__EXERCISE GOAL__
All records below are to be set down precisely as written, excluding pictures.

__EXERCISE INPUT__
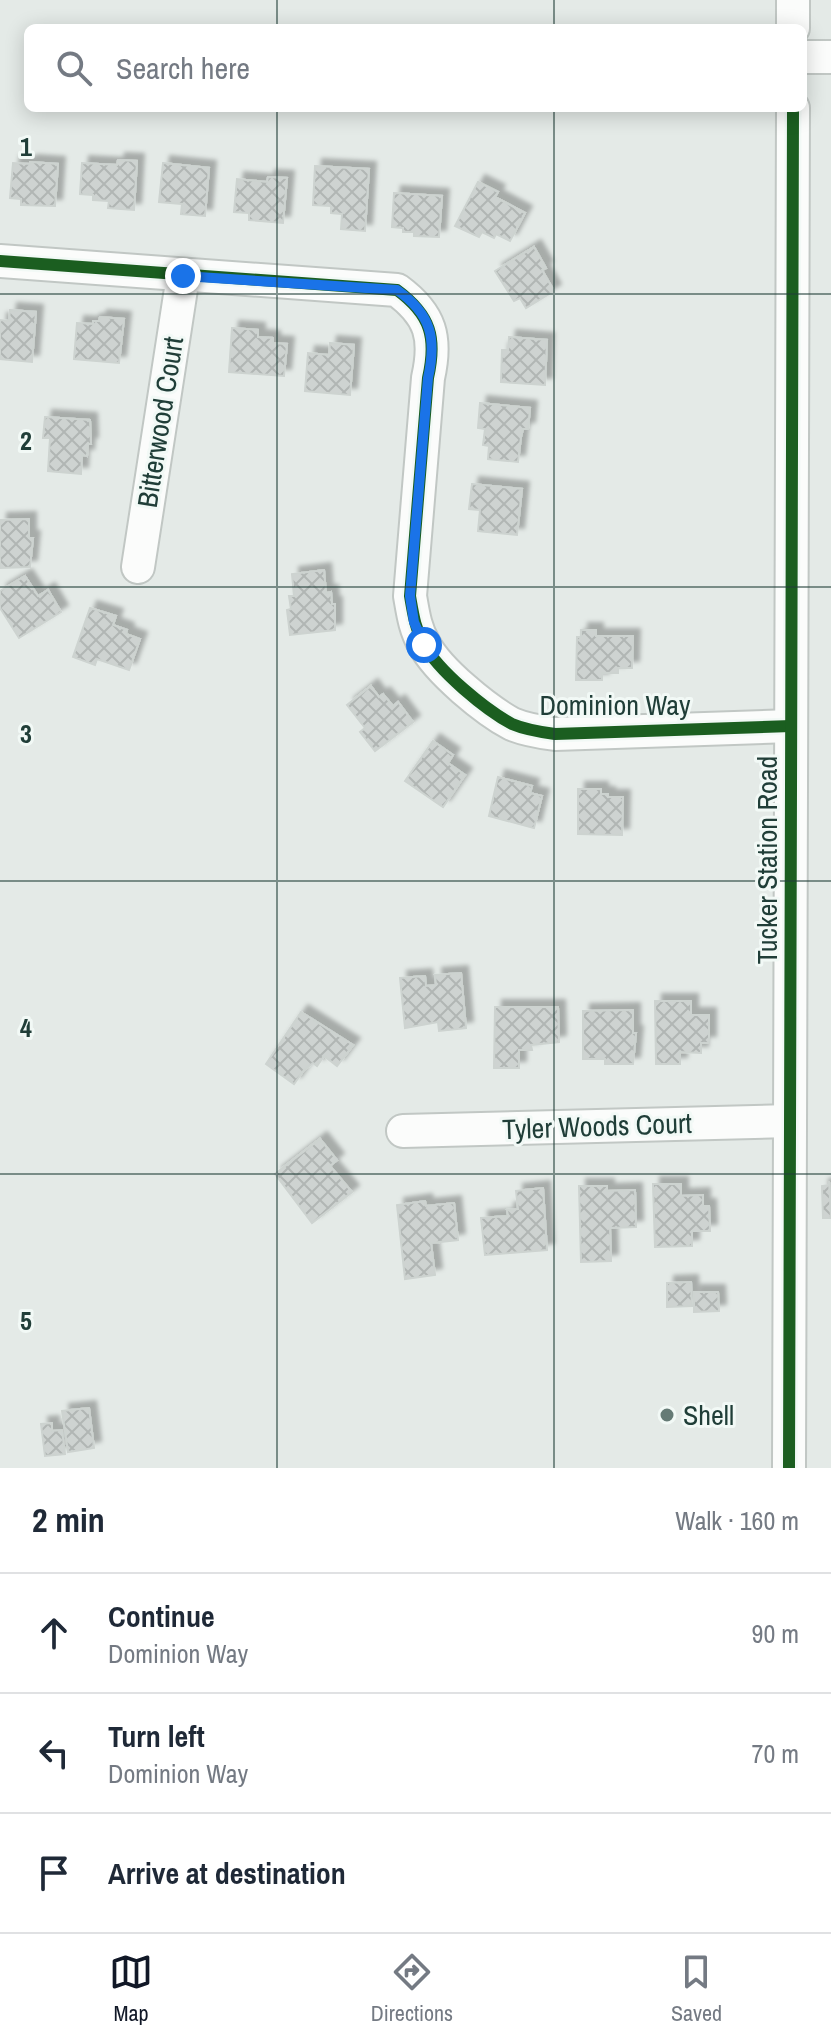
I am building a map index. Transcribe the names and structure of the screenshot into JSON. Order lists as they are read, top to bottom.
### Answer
{
  "streets": {
    "street": [
      "Bitterwood Court",
      "Dominion Way",
      "Tucker Station Road",
      "Tyler Woods Court"
    ]
  },
  "crossings": [
    ["Bitterwood Court", "Dominion Way"],
    ["Dominion Way", "Tucker Station Road"],
    ["Tucker Station Road", "Tyler Woods Court"]
  ],
  "places": ["Shell"],
  "page": {
    "search": "Search here",
    "heading": ["2 min", "Walk · 160 m"],
    "list": [
      ["Continue", "Dominion Way", "90 m"],
      ["Turn left", "Dominion Way", "70 m"],
      "Arrive at destination"
    ],
    "nav": ["Map", "Directions", "Saved"]
  },
  "grid": {
    "rows": [
      "1",
      "2",
      "3",
      "4",
      "5"
    ]
  }
}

__EXPECTED ANSWER__
I am building a map index. Transcribe the names and structure of the screenshot into JSON. Order lists as they are read, top to bottom.
### Answer
{
  "streets": {
    "street": [
      "Bitterwood Court",
      "Dominion Way",
      "Tucker Station Road",
      "Tyler Woods Court"
    ]
  },
  "crossings": [
    ["Bitterwood Court", "Dominion Way"],
    ["Dominion Way", "Tucker Station Road"],
    ["Tucker Station Road", "Tyler Woods Court"]
  ],
  "places": ["Shell"],
  "page": {
    "search": "Search here",
    "heading": ["2 min", "Walk · 160 m"],
    "list": [
      ["Continue", "Dominion Way", "90 m"],
      ["Turn left", "Dominion Way", "70 m"],
      "Arrive at destination"
    ],
    "nav": ["Map", "Directions", "Saved"]
  },
  "grid": {
    "rows": [
      "1",
      "2",
      "3",
      "4",
      "5"
    ]
  }
}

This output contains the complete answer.